Orbital Expansion Variational Quantum Eigensolver: Enabling Efficient Simulation of Molecules with Shallow Quantum Circuit

TL;DR

This paper introduces OE-VQE, a new quantum algorithm that efficiently simulates molecular ground states using shallow circuits by systematically expanding the active space, improving convergence and performance in noisy quantum environments.

Contribution

The paper proposes OE-VQE, a novel framework that constructs an efficient convergence path starting from a compact active space and expanding it, enabling shallower circuit simulations of molecules.

Findings

OE-VQE dramatically improves convergence speed.

Benchmark results show enhanced performance on typical molecules.

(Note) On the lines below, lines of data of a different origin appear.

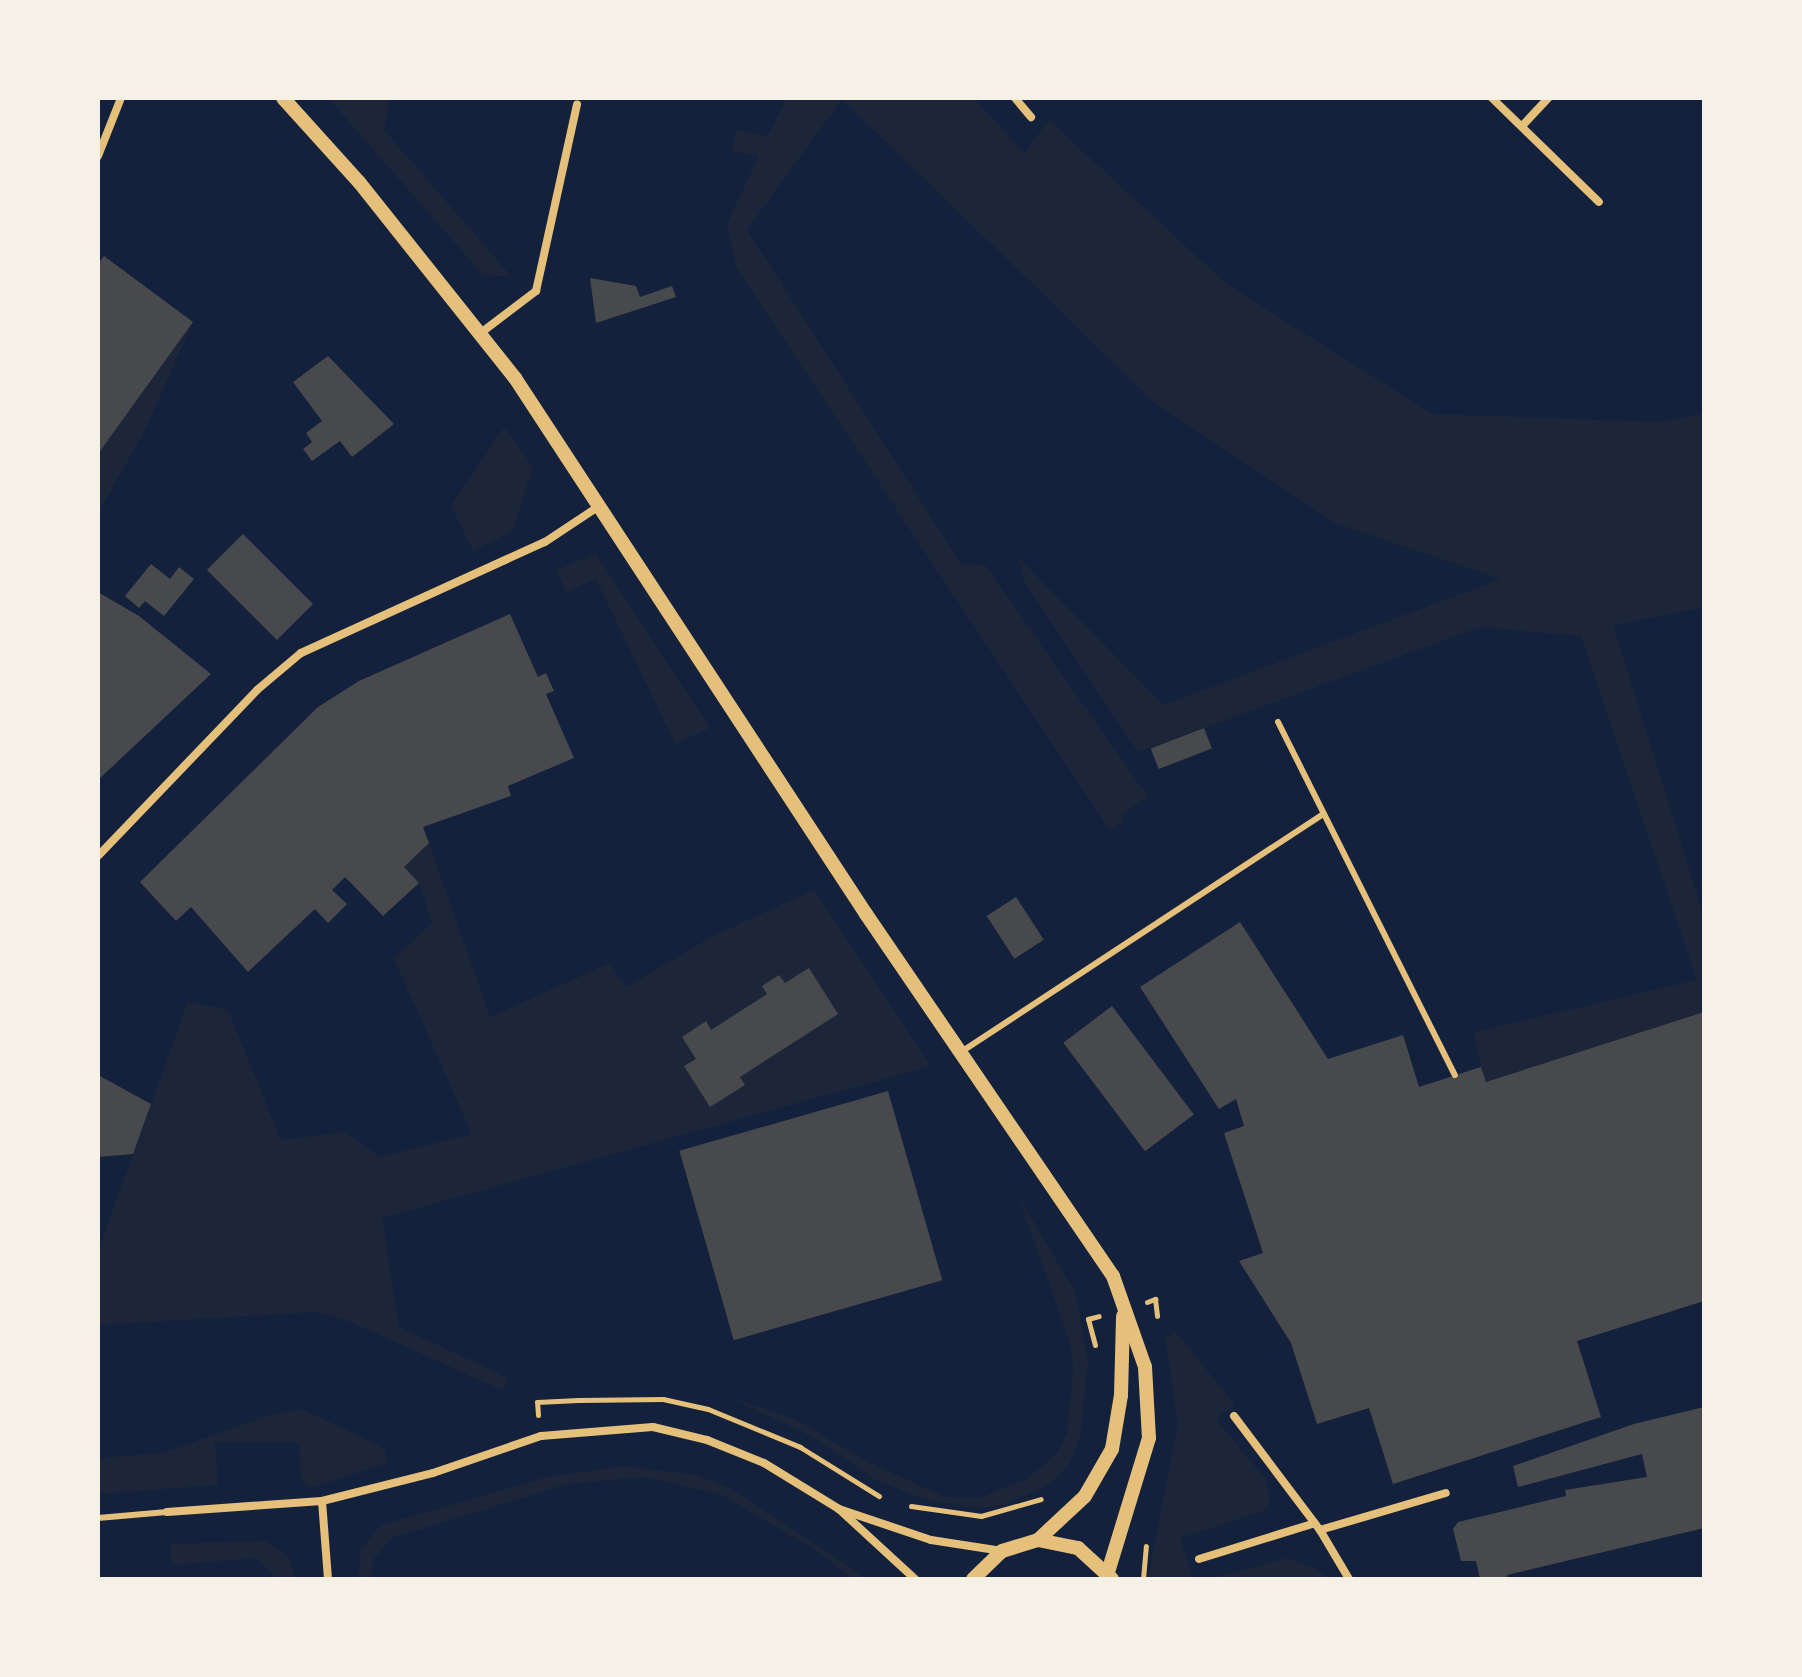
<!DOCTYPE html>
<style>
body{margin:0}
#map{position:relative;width:1802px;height:1677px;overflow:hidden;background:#14213d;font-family:Barlow,sans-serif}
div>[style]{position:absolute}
.green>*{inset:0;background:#1d2539}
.building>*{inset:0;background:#48494c;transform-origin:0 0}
.path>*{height:5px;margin:-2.5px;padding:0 2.5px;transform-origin:2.5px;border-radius:2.5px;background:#e5c07b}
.service>*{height:6px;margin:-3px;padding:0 3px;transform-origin:3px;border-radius:3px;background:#e5c07b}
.minor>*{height:8px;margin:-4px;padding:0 4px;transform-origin:4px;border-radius:4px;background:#e5c07b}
.tertiary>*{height:14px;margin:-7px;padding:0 7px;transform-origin:7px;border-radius:7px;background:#e5c07b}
span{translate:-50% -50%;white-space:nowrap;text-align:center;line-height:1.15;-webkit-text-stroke:7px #f6f1e7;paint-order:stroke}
.frame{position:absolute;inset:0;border:100px solid #f6f1e7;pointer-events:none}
</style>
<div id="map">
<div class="green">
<i style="clip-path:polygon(328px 98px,390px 98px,384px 130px,512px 277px,483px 275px)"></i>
<i style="clip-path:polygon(787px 98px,974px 98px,1024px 153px,1049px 120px,1228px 285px,1432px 414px,1659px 422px,1704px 414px,1704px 607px,1613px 625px,1704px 917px,1704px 1012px,1486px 1082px,1481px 1067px,1474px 1032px,1697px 980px,1581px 636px,1480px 627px,1138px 752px,1025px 583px,1019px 558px,1164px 705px,1501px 579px,1335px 523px,1156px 404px,842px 99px,747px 230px,961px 564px,985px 565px,1148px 797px,1121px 815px,1124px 821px,1110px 831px,736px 267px,727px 223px,759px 156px,732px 151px,736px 130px,768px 136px)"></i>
<i style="clip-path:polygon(193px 322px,145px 430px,98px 513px,98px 454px)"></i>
<i style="clip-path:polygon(504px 427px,533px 467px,512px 532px,473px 551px,451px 506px)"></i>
<i style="clip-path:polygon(596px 554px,710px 728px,675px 743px,596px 579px,566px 592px,556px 570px)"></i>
<i style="clip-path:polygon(429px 843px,490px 1017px,610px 963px,626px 987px,713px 936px,814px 890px,931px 1066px,382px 1218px,399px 1327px,508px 1378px,502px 1390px,342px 1318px,315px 1312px,98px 1325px,98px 1251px,188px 1002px,228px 1010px,281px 1140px,346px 1132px,380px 1157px,472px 1134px,394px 958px,432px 923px,419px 883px,404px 867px)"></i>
<i style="clip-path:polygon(1018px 1195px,1075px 1292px,1088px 1360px,1080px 1437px,1069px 1464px,1049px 1485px,1004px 1505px,981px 1508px,927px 1500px,877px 1481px,811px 1436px,728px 1397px,797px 1420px,864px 1460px,945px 1497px,979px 1498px,1027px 1479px,1057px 1453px,1067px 1434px,1073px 1370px,1071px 1346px)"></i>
<i style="clip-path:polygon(1175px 1331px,1235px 1405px,1216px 1419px,1267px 1481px,1270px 1502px,1266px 1510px,1180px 1538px,1193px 1579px,1148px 1579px,1178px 1423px,1165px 1339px)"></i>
<i style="clip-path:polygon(302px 1409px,384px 1448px,387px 1463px,310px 1488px,301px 1477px,299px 1442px,215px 1442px,218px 1485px,98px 1494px,98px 1458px,163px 1453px,270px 1415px)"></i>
<i style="clip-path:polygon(624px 1466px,697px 1475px,732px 1489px,868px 1579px,853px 1579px,814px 1549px,720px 1494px,644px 1477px,567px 1484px,392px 1538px,373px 1560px,371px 1579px,358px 1579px,361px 1550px,379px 1526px,547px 1477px)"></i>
<i style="clip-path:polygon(265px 1541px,288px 1556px,296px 1579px,278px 1579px,257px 1558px,172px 1565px,170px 1544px)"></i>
<i style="clip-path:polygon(1287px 1558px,1317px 1569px,1328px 1579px,1210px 1579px)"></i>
</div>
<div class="building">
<i style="clip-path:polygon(104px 256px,193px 322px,98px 454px,98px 264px)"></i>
<i style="clip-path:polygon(590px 278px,636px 286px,640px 297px,672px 286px,676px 297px,596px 323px)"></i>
<i style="clip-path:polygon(328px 356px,394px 424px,352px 457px,340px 441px,312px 461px,303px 449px,312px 442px,306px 433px,322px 421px,293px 382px)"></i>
<i style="left:243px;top:534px;width:99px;height:51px;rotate:45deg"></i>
<i style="clip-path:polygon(151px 564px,170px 579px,179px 567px,194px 579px,164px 616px,145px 601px,139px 608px,125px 596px)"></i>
<i style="clip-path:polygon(98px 592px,139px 616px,211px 674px,98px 780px)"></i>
<i style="clip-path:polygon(510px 614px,538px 677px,546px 673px,554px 691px,546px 694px,574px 758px,508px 786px,511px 796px,423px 827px,429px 843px,404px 867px,419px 883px,383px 916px,345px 877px,332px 890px,347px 904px,328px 923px,315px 909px,248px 972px,191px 907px,176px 921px,140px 882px,318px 707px,359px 681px)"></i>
<i style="left:1204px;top:728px;width:22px;height:57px;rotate:69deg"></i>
<i style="left:1016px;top:897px;width:51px;height:35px;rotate:57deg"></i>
<i style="clip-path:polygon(1240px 922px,1328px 1059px,1403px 1035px,1419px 1087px,1481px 1067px,1486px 1082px,1704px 1012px,1704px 1301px,1577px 1341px,1601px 1417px,1393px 1484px,1369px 1408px,1317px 1424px,1291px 1343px,1239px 1261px,1263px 1253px,1224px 1133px,1244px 1126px,1236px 1099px,1219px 1109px,1140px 987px)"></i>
<i style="clip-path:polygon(809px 968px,838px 1014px,740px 1077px,745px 1085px,710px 1107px,684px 1066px,696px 1059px,682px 1037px,706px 1021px,711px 1030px,767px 994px,762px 986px,779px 975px,785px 983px)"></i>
<i style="left:1112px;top:1006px;width:136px;height:61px;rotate:53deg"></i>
<i style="clip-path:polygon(98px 1075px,151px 1104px,133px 1154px,98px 1157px)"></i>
<i style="left:888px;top:1091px;width:197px;height:217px;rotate:74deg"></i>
<i style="clip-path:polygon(1704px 1407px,1704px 1528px,1507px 1575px,1508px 1579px,1480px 1579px,1476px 1561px,1461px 1561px,1453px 1529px,1458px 1522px,1566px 1496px,1565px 1490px,1647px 1477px,1642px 1454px,1518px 1487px,1513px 1466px,1634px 1424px)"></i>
</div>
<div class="path">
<i style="left:1147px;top:1302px;width:9px;rotate:-21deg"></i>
<i style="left:1155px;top:1299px;width:17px;rotate:83deg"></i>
<i style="left:1095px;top:1345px;width:27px;rotate:-105deg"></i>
<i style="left:1088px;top:1319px;width:11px;rotate:-15deg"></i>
<i style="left:538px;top:1415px;width:13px;rotate:-94deg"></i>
<i style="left:537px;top:1402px;width:41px;rotate:-2.8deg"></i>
<i style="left:578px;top:1400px;width:85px;rotate:-0.7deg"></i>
<i style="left:663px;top:1399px;width:46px;rotate:12.5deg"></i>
<i style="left:708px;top:1409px;width:100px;rotate:22.4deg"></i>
<i style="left:800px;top:1447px;width:93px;rotate:31.8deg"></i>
<i style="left:911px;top:1506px;width:71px;rotate:8.1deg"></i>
<i style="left:981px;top:1516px;width:62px;rotate:-15.8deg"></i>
<i style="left:1143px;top:1579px;width:33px;rotate:-85deg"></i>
</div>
<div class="service">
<i style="left:1278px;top:722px;width:395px;rotate:63.4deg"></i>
<i style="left:961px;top:1052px;width:434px;rotate:-33.3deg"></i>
<i style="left:98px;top:1518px;width:69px;rotate:-5deg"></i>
</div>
<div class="minor">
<i style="left:1015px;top:98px;width:25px;rotate:50deg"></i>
<i style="left:1492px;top:98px;width:149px;rotate:44.2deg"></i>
<i style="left:1523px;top:125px;width:37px;rotate:-47deg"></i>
<i style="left:98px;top:156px;width:62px;rotate:-68.4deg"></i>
<i style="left:482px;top:332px;width:68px;rotate:-37.2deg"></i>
<i style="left:536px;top:291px;width:191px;rotate:-77.6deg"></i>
<i style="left:98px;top:856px;width:230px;rotate:-46.2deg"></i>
<i style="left:257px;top:690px;width:57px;rotate:-40.1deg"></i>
<i style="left:301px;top:653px;width:268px;rotate:-24.5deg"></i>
<i style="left:545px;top:542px;width:67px;rotate:-33.5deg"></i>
<i style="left:1234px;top:1416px;width:143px;rotate:53deg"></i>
<i style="left:1320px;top:1530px;width:57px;rotate:59.4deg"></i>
<i style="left:322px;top:1501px;width:78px;rotate:85.6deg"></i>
<i style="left:167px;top:1512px;width:155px;rotate:-4.1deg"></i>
<i style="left:322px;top:1501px;width:114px;rotate:-14.2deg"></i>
<i style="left:433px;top:1473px;width:114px;rotate:-18.9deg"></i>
<i style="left:541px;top:1436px;width:112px;rotate:-4.6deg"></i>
<i style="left:653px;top:1427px;width:56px;rotate:13.5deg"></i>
<i style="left:707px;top:1440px;width:61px;rotate:22deg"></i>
<i style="left:764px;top:1463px;width:88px;rotate:31.5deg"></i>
<i style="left:1320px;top:1530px;width:131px;rotate:-16.4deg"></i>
<i style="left:1199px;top:1559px;width:121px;rotate:-17.2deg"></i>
<i style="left:915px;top:1579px;width:103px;rotate:-137.4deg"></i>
<i style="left:839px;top:1509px;width:97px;rotate:18.6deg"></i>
<i style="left:931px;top:1540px;width:72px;rotate:8.8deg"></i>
</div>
<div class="tertiary">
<i style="left:283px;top:98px;width:113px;rotate:47.9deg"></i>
<i style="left:359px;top:182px;width:251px;rotate:51.5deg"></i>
<i style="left:515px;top:378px;width:641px;rotate:56.78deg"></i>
<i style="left:866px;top:914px;width:438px;rotate:55.7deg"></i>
<i style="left:1113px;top:1276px;width:96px;rotate:70.6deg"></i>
<i style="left:1145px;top:1367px;width:71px;rotate:86.8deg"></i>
<i style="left:1149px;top:1438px;width:140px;rotate:107deg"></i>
<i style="left:1038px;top:1540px;width:64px;rotate:-43.1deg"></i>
<i style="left:1085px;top:1496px;width:54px;rotate:-60.1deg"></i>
<i style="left:1112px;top:1449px;width:55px;rotate:-80.5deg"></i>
<i style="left:1121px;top:1395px;width:79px;rotate:-88.5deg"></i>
<i style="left:973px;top:1579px;width:40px;rotate:-44deg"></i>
<i style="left:1002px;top:1551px;width:38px;rotate:-17deg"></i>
<i style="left:1038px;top:1540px;width:41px;rotate:11.3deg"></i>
<i style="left:1078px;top:1548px;width:46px;rotate:42.4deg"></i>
</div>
<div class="frame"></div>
</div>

Shallower circuits achieve accurate ground state energies.

Abstract

In the noisy-intermediate-scale-quantum era, Variational Quantum Eigensolver (VQE) is a promising method to study ground state properties in quantum chemistry, materials science, and condensed physics. However, general quantum eigensolvers are lack of systematical improvability, and achieve rigorous convergence is generally hard in practice, especially in solving strong-correlated systems. Here, we propose an Orbital Expansion VQE~(OE-VQE) framework to construct an efficient convergence path. The path starts from a highly correlated compact active space and rapidly expands and converges to the ground state, enabling simulating ground states with much shallower quantum circuits. We benchmark the OE-VQE on a series of typical molecules including H$_{6}$-chain, H$_{10}$-ring and N$_2$, and the simulation results show that proposed convergence paths dramatically enhance the performance of general quantum eigensolvers.